◆ Stored items:
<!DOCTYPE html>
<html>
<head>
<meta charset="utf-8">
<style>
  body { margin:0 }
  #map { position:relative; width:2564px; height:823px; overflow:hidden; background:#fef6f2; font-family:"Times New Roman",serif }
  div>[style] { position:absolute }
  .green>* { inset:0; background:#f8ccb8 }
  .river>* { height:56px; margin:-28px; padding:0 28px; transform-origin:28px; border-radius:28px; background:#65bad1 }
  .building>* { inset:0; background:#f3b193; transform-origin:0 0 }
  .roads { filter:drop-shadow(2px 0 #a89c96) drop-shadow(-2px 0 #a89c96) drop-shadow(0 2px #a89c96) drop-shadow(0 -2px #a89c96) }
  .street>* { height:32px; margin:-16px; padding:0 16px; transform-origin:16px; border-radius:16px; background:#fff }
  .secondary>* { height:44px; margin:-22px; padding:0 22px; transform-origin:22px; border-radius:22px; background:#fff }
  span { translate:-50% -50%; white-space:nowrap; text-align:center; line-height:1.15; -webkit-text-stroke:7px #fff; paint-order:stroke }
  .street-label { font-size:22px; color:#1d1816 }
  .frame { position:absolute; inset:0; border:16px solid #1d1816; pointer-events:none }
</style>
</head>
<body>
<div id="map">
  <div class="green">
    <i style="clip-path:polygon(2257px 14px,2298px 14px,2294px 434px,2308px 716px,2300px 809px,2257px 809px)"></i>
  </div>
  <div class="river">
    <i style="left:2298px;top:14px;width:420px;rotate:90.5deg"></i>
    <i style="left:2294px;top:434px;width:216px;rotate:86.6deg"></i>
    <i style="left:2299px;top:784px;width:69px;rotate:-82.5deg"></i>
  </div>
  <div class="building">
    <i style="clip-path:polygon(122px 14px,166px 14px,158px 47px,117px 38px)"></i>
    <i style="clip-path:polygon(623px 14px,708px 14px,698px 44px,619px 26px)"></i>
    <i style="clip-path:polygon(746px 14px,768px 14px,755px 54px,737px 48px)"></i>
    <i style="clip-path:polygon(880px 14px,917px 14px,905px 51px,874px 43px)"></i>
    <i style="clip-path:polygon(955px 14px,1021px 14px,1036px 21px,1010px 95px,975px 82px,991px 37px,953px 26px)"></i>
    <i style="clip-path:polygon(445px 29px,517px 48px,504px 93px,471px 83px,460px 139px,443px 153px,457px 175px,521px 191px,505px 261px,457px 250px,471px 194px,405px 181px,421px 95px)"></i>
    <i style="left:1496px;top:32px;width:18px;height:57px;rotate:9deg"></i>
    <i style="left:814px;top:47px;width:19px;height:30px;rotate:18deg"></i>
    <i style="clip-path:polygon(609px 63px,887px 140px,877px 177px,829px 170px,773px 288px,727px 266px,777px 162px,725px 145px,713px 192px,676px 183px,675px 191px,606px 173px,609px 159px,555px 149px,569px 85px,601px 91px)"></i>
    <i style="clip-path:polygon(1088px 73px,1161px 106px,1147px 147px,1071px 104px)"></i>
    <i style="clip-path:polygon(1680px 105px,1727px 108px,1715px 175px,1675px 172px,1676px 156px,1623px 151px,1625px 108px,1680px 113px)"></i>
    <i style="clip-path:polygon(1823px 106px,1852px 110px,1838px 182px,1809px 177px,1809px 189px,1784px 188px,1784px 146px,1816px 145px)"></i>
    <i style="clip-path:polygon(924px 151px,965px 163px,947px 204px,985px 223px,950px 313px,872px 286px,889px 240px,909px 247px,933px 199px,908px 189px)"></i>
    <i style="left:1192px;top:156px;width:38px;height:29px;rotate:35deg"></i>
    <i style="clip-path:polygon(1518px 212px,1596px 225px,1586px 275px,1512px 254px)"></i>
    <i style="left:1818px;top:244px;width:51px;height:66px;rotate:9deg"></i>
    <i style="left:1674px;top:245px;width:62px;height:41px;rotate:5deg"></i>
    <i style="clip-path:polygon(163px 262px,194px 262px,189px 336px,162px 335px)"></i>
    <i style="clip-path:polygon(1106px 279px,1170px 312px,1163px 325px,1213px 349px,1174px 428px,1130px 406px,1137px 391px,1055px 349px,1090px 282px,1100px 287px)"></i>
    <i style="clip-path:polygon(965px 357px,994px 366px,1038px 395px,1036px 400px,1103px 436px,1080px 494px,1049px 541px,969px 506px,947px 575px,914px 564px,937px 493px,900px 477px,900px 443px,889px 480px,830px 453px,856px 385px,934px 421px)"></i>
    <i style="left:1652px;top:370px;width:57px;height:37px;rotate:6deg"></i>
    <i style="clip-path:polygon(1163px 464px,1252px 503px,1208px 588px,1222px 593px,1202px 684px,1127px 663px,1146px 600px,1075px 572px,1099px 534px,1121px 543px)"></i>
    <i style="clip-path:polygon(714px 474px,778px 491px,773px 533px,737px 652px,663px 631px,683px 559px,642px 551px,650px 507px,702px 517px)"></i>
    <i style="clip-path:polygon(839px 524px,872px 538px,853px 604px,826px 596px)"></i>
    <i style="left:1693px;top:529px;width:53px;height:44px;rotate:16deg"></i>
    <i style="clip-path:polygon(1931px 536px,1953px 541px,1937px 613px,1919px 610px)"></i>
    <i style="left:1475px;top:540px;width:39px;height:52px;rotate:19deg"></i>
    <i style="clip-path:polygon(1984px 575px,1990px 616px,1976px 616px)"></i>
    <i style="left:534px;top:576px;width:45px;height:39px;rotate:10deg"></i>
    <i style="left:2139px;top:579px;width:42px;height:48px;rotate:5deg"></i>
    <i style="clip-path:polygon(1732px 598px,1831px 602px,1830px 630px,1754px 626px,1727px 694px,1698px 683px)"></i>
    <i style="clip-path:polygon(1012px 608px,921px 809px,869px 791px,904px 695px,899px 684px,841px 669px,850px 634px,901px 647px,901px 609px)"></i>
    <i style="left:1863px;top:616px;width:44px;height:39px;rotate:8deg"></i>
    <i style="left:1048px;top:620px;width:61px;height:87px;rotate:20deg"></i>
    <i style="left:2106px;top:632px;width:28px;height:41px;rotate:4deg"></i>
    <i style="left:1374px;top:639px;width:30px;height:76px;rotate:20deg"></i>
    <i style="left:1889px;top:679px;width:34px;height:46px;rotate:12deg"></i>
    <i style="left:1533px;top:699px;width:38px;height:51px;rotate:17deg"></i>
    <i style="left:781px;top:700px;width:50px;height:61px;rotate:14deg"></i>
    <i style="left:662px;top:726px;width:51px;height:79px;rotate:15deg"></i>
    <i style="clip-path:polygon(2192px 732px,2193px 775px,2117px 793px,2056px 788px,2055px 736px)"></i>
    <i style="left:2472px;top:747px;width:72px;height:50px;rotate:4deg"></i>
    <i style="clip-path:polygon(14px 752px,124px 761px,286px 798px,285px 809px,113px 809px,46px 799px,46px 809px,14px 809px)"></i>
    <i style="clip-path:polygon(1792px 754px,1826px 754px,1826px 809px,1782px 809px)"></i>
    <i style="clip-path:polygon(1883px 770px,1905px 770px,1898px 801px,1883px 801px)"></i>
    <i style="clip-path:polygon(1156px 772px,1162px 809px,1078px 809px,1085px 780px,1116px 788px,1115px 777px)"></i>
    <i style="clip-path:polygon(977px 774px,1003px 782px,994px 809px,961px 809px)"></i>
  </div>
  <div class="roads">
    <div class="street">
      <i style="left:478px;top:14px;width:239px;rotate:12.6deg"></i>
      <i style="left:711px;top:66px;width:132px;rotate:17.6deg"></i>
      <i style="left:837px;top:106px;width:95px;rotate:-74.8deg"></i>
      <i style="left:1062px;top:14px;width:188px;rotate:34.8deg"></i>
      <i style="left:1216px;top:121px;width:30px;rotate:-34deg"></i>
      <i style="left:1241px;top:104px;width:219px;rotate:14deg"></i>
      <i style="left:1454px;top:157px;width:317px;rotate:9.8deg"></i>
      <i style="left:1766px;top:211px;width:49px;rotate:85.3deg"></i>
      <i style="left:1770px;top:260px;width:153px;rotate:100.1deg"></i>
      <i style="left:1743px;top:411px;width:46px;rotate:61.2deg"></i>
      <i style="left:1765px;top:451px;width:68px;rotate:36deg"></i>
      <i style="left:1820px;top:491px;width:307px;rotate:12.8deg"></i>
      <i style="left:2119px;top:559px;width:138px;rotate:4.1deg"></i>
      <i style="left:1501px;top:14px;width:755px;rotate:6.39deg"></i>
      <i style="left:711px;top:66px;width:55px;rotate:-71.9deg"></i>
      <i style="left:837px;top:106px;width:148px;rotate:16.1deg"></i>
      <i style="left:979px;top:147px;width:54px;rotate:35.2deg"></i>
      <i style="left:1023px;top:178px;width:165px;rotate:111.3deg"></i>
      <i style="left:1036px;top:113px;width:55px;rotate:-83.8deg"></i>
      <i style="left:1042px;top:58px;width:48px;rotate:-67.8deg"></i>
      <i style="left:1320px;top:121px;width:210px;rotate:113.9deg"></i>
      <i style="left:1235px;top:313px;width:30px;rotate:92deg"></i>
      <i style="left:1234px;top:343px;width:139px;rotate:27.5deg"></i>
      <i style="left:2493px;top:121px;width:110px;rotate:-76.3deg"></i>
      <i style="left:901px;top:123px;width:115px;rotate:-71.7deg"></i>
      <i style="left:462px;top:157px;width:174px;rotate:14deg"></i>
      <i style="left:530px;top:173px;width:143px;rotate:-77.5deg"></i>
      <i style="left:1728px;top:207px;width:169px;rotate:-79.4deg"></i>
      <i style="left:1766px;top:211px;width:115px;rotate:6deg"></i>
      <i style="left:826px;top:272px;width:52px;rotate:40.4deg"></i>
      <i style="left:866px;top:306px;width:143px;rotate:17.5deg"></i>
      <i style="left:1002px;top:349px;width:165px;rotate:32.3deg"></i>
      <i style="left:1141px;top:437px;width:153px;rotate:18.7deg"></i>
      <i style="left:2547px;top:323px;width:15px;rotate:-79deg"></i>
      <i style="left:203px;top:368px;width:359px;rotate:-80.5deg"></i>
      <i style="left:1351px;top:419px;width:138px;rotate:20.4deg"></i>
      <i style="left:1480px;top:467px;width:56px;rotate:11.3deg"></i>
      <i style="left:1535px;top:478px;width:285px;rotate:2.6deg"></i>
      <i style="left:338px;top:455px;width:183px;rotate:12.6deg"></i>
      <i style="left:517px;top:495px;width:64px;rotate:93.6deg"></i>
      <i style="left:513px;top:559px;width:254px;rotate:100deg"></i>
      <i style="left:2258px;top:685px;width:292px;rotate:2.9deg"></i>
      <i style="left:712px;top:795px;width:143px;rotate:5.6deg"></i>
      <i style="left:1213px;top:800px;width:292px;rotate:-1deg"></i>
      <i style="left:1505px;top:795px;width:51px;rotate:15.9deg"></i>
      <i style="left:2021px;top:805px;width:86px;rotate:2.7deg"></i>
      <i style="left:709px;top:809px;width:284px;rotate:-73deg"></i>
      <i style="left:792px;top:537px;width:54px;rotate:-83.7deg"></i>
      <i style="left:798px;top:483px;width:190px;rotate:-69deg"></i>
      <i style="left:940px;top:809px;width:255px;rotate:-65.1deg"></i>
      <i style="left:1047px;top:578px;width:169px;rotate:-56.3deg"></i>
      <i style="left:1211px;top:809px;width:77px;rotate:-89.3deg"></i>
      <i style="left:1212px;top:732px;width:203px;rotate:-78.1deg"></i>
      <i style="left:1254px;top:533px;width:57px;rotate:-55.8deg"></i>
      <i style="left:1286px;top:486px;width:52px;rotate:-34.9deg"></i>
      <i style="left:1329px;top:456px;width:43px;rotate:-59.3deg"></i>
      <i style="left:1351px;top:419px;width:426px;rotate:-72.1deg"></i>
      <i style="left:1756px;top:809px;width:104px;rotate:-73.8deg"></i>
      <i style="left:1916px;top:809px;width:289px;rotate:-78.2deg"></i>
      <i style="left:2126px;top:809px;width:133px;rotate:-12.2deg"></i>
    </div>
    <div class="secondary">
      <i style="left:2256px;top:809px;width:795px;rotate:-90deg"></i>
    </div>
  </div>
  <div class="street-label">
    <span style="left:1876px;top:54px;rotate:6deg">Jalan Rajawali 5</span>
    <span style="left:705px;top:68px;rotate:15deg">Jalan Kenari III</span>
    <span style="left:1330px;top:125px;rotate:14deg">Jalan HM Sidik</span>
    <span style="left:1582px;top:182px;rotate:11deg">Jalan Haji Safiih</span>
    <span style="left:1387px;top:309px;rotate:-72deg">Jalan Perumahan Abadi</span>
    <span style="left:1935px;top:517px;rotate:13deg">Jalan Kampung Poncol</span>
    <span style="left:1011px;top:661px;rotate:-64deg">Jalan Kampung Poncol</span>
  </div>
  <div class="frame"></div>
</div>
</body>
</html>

◆ Requirement: Print the records above verbatim from their first line to the line containing "filter:drop-shadow(2px 0 #a89c96)", both included, and stop there.

◆ Answer space:
<!DOCTYPE html>
<html>
<head>
<meta charset="utf-8">
<style>
  body { margin:0 }
  #map { position:relative; width:2564px; height:823px; overflow:hidden; background:#fef6f2; font-family:"Times New Roman",serif }
  div>[style] { position:absolute }
  .green>* { inset:0; background:#f8ccb8 }
  .river>* { height:56px; margin:-28px; padding:0 28px; transform-origin:28px; border-radius:28px; background:#65bad1 }
  .building>* { inset:0; background:#f3b193; transform-origin:0 0 }
  .roads { filter:drop-shadow(2px 0 #a89c96) drop-shadow(-2px 0 #a89c96) drop-shadow(0 2px #a89c96) drop-shadow(0 -2px #a89c96) }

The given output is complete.